**WHAT TO PRODUCE**
Exactly how many lines of the data below include the string "turn"? State the number and nothing more.

━━ DATA IN THIS EXERCISE

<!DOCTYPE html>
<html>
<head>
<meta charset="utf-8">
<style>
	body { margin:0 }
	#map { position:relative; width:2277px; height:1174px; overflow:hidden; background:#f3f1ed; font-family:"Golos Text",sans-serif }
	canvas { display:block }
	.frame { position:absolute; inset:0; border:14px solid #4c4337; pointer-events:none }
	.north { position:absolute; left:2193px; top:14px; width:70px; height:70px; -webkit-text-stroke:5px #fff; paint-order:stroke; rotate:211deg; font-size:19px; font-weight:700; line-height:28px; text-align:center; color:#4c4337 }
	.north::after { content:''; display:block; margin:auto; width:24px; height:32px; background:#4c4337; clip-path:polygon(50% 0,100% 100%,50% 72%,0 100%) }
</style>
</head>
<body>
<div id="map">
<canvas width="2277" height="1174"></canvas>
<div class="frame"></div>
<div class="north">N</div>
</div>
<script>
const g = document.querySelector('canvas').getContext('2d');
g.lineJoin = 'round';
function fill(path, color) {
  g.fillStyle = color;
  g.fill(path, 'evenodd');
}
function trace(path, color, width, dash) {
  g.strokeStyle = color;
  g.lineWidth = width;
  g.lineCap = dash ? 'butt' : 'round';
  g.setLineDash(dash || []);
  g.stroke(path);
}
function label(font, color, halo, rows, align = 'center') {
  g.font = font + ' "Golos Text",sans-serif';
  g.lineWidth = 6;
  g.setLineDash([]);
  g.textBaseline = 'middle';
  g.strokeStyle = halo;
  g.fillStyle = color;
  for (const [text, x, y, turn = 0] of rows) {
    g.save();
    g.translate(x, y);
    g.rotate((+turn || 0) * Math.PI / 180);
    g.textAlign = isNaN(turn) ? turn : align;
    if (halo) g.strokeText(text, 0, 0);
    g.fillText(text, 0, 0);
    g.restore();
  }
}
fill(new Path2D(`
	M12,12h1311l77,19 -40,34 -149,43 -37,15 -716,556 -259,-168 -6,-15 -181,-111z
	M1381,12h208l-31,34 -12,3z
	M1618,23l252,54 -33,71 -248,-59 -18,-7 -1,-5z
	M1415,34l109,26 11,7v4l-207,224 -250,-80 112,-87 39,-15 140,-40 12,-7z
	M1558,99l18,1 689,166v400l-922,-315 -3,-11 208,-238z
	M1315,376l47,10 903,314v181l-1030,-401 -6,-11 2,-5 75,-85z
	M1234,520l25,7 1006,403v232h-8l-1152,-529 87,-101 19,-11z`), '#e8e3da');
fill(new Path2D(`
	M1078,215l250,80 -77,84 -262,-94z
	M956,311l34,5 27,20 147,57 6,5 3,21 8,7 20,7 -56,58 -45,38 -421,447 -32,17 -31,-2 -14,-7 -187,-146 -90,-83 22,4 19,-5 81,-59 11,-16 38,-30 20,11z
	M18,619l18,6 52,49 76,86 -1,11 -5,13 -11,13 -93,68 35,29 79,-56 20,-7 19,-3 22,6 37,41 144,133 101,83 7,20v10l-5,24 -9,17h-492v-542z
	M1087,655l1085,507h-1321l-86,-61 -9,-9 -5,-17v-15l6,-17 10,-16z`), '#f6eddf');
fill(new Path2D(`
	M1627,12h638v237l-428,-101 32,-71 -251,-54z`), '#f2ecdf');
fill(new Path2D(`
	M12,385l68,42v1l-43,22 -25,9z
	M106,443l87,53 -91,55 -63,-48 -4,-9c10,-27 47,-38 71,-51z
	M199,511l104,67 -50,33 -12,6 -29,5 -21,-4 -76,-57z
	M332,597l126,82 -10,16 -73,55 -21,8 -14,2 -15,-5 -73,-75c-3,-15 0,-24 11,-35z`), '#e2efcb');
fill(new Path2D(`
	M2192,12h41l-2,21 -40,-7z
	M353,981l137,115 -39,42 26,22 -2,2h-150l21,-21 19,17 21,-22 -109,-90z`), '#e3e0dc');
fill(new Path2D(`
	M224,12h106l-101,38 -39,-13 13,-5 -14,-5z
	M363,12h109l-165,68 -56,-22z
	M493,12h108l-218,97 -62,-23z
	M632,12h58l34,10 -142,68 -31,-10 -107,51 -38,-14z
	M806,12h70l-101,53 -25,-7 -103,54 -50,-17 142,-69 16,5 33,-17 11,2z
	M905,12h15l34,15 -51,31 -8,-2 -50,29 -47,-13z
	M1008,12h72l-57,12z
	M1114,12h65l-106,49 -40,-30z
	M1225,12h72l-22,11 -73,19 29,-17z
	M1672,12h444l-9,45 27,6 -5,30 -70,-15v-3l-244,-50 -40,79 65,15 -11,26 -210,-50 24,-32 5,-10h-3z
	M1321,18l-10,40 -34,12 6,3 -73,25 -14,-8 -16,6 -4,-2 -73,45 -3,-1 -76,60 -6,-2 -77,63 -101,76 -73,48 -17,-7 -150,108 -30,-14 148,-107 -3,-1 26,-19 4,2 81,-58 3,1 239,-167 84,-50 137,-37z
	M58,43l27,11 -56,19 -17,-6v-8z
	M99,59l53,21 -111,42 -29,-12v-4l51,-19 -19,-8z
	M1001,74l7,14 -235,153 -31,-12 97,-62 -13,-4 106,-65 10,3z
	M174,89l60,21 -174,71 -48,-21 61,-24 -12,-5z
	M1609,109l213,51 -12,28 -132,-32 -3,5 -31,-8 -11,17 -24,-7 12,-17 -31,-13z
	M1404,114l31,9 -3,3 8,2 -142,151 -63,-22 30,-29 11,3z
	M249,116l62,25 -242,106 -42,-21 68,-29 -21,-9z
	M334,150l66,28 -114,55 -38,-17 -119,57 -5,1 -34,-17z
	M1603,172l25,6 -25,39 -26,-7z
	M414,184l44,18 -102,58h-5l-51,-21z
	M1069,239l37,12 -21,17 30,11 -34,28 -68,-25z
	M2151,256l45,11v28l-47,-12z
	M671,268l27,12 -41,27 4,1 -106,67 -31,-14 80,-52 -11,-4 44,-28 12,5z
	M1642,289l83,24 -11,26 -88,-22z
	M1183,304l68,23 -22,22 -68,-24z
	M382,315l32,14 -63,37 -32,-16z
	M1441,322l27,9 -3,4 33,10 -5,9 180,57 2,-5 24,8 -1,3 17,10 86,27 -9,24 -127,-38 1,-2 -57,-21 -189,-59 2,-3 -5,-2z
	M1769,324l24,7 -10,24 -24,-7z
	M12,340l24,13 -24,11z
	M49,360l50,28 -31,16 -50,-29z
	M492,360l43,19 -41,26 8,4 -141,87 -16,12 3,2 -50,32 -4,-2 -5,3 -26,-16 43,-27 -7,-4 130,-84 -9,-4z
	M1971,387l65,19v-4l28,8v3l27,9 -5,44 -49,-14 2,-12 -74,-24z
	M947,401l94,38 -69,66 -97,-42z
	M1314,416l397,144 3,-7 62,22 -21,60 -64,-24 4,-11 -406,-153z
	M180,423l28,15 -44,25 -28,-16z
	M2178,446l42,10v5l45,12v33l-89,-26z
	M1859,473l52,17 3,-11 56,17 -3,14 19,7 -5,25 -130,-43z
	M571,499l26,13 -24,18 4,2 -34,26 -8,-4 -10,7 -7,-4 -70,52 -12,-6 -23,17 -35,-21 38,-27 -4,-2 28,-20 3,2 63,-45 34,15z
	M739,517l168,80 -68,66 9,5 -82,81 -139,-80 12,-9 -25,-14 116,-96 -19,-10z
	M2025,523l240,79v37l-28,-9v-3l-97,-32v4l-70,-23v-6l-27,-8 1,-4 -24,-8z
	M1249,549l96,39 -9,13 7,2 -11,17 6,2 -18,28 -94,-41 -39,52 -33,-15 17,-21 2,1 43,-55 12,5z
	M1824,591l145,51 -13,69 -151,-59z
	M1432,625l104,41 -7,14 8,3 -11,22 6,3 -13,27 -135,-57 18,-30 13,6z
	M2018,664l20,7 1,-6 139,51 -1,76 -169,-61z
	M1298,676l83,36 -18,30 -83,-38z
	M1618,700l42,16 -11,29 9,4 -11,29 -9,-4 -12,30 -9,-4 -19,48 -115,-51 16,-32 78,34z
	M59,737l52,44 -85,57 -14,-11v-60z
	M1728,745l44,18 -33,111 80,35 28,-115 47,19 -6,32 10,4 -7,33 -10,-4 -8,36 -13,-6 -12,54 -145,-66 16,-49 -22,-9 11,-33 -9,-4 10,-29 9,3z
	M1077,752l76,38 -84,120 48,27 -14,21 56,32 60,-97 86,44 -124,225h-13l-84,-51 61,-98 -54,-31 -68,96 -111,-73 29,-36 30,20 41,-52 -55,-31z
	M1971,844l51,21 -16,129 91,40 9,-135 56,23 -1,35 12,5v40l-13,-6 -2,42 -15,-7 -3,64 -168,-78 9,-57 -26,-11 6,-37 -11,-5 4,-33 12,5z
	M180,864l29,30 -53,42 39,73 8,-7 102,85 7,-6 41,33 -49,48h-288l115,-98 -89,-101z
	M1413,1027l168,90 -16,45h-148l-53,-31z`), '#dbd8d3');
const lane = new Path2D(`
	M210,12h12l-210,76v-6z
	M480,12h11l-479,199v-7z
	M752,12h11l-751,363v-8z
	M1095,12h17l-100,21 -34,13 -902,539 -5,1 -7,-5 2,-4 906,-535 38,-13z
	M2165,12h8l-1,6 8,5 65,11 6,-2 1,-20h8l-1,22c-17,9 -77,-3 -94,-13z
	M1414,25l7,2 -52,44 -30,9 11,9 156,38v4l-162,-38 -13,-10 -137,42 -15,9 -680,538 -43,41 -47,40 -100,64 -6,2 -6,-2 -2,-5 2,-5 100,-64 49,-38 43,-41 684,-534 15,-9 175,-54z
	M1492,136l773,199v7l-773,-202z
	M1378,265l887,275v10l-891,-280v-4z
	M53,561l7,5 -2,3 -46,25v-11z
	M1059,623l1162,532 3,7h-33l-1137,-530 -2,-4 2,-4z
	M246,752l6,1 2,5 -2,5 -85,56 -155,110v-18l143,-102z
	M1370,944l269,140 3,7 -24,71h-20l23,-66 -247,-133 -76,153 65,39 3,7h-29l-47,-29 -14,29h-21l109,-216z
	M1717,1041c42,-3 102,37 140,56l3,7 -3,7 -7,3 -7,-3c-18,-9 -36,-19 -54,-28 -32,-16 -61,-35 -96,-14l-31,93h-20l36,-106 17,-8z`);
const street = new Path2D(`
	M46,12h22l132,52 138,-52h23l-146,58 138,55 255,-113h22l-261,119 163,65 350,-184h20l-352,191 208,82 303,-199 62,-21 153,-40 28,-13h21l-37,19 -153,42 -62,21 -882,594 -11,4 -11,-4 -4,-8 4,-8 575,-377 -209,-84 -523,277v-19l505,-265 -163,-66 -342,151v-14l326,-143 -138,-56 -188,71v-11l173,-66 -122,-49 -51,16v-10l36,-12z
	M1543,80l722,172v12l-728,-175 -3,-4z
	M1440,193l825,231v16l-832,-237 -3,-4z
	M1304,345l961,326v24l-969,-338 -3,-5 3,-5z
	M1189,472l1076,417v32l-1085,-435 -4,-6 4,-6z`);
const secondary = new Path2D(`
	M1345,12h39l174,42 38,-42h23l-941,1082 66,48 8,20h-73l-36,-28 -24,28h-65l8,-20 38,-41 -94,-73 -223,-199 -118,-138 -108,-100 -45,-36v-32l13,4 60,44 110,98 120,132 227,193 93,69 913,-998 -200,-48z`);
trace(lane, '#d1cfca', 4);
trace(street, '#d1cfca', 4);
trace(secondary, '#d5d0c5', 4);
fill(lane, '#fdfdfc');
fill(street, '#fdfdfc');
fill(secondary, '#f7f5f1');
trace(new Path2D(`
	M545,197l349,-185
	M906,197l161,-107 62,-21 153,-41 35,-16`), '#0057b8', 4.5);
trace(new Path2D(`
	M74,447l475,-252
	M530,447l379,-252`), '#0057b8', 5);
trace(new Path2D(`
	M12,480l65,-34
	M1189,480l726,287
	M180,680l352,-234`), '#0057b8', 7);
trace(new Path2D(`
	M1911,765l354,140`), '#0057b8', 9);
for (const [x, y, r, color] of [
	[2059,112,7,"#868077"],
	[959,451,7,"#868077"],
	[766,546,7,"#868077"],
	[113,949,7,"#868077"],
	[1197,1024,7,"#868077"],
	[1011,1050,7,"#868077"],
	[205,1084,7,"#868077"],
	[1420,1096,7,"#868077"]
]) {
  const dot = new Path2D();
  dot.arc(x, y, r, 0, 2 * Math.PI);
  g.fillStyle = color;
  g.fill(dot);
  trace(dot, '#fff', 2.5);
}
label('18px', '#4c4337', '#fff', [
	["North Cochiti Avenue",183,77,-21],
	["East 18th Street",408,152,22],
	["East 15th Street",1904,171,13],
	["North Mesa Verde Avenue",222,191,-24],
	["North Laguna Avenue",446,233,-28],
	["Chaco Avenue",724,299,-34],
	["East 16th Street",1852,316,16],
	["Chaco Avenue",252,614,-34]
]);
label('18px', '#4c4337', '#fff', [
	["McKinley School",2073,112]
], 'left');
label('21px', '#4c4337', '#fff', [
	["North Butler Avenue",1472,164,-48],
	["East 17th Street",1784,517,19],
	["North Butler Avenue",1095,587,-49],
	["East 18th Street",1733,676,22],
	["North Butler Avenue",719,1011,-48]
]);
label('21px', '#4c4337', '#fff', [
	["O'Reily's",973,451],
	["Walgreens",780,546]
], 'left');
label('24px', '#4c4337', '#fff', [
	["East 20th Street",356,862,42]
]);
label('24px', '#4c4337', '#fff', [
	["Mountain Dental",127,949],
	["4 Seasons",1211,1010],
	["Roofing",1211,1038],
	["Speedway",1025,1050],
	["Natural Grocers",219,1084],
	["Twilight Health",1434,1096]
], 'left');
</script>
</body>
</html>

━━━━

**RESPONSE**
3